The school year for us is three weeks old, and I have just nailed down the schedule for both boys. First and foremost, my older son plays football. Christopher is in his second year on a team comprised of kids from our town and a neighboring community. The third- and fourth-graders make up the "C" team. Last year this team went undefeated and won the league Super Bowl.
Football seems to be the premier sport in our town. I was amazed last year at how many townsfolk come out for games. Sunday is a marathon day starting with the "D" team (Christopher's old team) at 11 a.m. and moving right on up to the "A" team in mid-afternoon. There are cheerleaders galore, and a canteen staffed by parents and kids serves an array of food to the hungry players, their brothers and sisters, parents, and out-of-town guests. To show team spirit and drum up interest in that weekend's games, players wear their shiny dark green jerseys to school on Fridays. The teams are coached by dads, former players themselves who dish up just the right amount of machismo and nurturing to the eager boys learning the game.
I envisioned myself more as a Tennis Mom, but here I am a Football Mom of a large, defensive player in the third grade. I don't know where this is going, if anywhere. I just take it one day at a time and make sure I attend every practice and game so that I am available if needed because . . . FOOTBALL IS A DANGEROUS SPORT! (A couple of weeks ago I watched an "A" player being strapped to a stretcher. Neither parent attended that practice and couldn't be reached right away by phone to give permission for the transport to the hospital. I made a mental note to not let that happen to me!)

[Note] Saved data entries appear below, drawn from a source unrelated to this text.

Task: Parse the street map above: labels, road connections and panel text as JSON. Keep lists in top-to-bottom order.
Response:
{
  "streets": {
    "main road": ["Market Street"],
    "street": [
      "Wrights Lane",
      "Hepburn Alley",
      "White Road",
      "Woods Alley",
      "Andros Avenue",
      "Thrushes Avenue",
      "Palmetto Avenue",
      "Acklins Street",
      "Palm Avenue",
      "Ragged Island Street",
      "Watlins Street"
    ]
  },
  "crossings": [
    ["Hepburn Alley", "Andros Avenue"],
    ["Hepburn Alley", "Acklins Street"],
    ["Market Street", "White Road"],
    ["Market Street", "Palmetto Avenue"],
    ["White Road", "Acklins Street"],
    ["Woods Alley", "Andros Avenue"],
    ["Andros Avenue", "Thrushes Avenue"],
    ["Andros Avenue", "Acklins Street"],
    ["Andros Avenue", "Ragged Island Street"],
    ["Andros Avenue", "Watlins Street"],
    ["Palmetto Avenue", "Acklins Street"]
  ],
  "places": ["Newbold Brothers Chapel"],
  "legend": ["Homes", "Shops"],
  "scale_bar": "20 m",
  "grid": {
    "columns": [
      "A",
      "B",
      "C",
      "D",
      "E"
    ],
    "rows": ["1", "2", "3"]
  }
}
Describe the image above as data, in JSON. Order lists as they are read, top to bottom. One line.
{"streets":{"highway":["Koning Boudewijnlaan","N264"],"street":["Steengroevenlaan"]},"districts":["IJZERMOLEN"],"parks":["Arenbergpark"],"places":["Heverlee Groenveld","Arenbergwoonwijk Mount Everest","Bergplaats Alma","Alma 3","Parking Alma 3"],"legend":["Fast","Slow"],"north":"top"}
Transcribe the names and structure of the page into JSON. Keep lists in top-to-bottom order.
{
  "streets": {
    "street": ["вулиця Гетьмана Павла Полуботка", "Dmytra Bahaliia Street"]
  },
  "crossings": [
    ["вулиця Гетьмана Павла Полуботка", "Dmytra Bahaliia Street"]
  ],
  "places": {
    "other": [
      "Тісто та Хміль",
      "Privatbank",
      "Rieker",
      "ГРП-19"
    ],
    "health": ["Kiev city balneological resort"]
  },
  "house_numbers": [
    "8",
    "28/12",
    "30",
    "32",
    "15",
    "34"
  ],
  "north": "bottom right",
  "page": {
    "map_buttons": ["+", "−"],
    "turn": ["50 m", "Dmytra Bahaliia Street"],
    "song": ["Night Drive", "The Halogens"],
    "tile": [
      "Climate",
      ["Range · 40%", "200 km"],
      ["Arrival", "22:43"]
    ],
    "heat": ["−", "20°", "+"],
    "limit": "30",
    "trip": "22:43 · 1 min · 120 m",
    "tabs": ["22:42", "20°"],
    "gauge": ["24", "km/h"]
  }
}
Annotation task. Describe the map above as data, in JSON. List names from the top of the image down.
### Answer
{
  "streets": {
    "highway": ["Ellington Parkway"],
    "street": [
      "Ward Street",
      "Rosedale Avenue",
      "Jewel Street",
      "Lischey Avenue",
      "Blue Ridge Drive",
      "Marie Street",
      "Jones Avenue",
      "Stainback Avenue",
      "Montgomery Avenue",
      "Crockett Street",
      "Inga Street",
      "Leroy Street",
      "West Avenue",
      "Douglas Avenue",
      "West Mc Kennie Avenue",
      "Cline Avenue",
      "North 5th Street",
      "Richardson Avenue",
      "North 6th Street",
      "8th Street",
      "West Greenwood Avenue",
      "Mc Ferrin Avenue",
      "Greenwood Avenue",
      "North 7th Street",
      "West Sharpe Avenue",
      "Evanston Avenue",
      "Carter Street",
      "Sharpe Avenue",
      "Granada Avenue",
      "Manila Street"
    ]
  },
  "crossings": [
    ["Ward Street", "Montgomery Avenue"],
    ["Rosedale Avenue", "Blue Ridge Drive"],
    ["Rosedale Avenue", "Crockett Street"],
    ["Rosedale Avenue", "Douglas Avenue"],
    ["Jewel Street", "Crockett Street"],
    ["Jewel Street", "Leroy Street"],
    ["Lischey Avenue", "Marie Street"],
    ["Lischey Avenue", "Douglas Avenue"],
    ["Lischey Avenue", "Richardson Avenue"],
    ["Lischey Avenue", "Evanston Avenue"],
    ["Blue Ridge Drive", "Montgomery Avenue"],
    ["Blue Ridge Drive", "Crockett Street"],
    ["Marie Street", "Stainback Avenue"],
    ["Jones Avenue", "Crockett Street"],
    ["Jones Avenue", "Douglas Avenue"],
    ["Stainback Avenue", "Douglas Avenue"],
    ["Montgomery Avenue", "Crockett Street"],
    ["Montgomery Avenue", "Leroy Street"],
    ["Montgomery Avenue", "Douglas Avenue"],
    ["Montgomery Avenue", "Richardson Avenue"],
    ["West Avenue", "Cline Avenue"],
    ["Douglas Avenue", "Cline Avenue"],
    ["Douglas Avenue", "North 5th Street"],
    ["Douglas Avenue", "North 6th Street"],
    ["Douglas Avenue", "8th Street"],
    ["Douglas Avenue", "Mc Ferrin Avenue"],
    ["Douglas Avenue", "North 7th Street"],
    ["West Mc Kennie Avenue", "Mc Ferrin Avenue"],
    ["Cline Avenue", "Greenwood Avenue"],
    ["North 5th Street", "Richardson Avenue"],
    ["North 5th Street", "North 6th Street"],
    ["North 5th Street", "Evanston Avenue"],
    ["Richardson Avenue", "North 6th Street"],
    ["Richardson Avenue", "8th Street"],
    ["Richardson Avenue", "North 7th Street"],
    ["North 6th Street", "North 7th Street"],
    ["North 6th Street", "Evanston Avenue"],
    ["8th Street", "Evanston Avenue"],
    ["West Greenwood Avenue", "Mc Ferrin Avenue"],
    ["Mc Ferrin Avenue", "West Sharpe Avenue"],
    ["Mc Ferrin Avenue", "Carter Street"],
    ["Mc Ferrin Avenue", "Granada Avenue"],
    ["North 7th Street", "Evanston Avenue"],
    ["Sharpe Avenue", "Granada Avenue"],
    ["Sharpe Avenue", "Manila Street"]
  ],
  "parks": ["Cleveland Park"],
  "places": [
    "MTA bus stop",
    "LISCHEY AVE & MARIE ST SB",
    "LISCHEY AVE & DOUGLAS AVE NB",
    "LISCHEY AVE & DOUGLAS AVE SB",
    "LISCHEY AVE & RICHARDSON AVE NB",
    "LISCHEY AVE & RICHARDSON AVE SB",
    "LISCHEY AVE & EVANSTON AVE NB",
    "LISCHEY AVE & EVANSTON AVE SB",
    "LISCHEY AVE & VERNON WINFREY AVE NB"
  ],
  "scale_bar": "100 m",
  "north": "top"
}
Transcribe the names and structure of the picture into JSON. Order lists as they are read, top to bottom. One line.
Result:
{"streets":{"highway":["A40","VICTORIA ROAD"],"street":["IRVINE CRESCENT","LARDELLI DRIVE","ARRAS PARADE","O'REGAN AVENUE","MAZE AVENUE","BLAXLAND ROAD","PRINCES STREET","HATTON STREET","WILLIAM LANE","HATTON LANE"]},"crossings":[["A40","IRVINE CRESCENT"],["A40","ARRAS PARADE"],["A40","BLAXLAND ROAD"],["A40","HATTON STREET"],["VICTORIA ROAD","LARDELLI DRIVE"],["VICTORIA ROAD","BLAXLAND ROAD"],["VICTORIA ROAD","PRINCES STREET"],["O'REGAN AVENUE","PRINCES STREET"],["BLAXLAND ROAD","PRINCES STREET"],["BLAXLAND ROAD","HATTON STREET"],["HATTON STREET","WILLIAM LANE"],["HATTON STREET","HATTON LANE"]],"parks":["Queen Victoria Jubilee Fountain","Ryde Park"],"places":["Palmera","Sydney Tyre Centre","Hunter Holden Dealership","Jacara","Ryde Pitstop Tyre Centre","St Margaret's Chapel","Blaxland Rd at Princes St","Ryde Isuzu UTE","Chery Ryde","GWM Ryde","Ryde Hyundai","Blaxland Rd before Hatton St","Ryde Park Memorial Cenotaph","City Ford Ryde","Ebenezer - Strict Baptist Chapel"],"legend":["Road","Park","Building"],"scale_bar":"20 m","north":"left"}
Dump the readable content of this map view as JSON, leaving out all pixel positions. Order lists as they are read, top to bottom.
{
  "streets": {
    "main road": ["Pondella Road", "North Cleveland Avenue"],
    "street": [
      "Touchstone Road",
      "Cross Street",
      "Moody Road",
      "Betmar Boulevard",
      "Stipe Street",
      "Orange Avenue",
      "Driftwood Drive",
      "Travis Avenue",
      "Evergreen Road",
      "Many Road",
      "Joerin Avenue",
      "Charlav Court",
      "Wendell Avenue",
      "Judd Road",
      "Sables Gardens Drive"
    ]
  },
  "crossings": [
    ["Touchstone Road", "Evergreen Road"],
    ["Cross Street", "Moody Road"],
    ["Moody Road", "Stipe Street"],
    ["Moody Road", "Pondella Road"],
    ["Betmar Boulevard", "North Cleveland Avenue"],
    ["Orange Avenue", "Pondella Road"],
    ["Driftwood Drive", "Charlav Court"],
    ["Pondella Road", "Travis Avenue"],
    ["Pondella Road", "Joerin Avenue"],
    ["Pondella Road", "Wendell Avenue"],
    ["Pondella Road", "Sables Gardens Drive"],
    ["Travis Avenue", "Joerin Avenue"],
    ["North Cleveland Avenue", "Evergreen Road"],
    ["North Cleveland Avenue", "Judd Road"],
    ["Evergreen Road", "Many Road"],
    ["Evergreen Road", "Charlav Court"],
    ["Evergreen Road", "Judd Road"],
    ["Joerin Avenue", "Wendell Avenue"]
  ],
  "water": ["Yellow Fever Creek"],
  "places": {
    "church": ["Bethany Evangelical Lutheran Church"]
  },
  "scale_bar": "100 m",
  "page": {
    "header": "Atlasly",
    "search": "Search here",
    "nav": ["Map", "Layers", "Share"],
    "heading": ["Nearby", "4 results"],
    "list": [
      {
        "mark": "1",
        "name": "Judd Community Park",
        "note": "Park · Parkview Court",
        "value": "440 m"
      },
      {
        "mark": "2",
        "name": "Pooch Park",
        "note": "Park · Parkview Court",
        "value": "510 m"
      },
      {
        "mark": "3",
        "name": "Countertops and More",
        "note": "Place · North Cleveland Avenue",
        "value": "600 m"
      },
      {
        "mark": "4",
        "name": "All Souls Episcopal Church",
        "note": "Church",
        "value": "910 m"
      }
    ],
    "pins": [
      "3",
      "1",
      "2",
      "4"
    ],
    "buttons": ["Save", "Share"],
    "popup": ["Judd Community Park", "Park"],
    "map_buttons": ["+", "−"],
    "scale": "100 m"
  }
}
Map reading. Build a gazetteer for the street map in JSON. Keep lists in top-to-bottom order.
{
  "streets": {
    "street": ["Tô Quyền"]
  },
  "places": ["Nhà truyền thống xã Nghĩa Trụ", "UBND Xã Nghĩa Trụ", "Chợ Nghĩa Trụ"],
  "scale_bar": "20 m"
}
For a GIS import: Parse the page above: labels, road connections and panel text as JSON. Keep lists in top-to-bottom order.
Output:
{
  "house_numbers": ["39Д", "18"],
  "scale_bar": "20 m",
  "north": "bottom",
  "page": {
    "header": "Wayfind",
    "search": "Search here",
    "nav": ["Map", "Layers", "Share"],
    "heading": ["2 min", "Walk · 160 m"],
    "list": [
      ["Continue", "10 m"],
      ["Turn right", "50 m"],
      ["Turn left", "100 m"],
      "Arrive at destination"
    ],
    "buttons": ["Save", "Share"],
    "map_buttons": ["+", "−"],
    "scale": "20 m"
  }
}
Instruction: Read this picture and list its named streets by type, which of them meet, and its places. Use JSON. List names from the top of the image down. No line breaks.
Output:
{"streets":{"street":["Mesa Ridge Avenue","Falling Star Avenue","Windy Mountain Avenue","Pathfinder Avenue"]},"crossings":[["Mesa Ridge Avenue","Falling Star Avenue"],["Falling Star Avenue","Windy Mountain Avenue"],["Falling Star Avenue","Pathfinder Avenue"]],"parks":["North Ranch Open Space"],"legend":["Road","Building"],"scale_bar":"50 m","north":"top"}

As surprising as it might seem, football is a FOUR-DAY-A-WEEK commitment for an eight year old. Yes, that's right. This isn't Texas or Nebraska I'm talking about. Noooo! It's MASSACHUSETTS. Practices are held for one-and-a-quarter to one-and-a-half hours Tuesdays-Thursdays with one-hour games against teams from a neighboring city on Sundays. You have to really love football to be this dedicated and, despite my mixed feelings about the sport, my son really does.
When you play football, not much time is left in the week for any other extracurricular activities . . . unless you have a highly driven and masochistic mother, which many women seem to be. Since Christopher also loves to perform, I try to keep that interest alive by looking for classes or other opportunities for him. Thus far, he's sung in a regional children's chorus; taken classes in hip hop/jazz dance, musical theater, and on-camera commercial acting; performed in a Christmas musical; won an acting and modeling contract; and worked as a paid extra in two Hollywood films ("Moonrise Kingdom" and "Grown Ups 2") two summers in a row. He is currently enrolled in a stage acting class (with a magic and prop-construction component) in the city next door that meets twice a week for a total of four hours.
GADZOOKS! I think I might be one of those masochistic mothers.
My younger son is busy in his own right but not nearly so. At the moment, he has two activities per week: soccer (his choice) and Tae Kwan Do (my choice). Charlie is my challenging child, so every new activity I put him in must be weighed VERY, VERY CAREFULLY.
Soccer is a case in point. When he was four, I enrolled him in the town's clinic as I had with Christopher at the same age. Charlie took to the sport but had fits when things didn't go his way on the field. Pretty normal stuff for a preschooler but disruptive when most of the other kids aren't doing the same. By his choice, he wound up becoming the unofficial clinic ball boy, chasing down the ball when it sailed out of bounds and tossing it back into play. Very helpful, yes, but NOT WHAT I PAID $90 FOR! So we took a break from the sport until last spring. Charlie played the game well again -- he is a natural -- yet his conduct still left a lot to be desired.
Ahem. Cough, cough.
Fast forward to almost four weeks ago: Back on the field, my first-grader lost it when a second-grader cut him in line for a drill. Kids this age are expected to behave, so in no time the man in charge of the clinic pulled me aside to inform me that Charlie was skating on thin ice. He would be KICKED OUT of the clinic if he had so much as ONE MORE outburst! He needed to take a ten-minute break before returning to the field. (FYI, it took thirty minutes for him to pull himself together.) Pondering this zero-tolerance policy, I wondered if Charlie's reputation in past clinics preceded him.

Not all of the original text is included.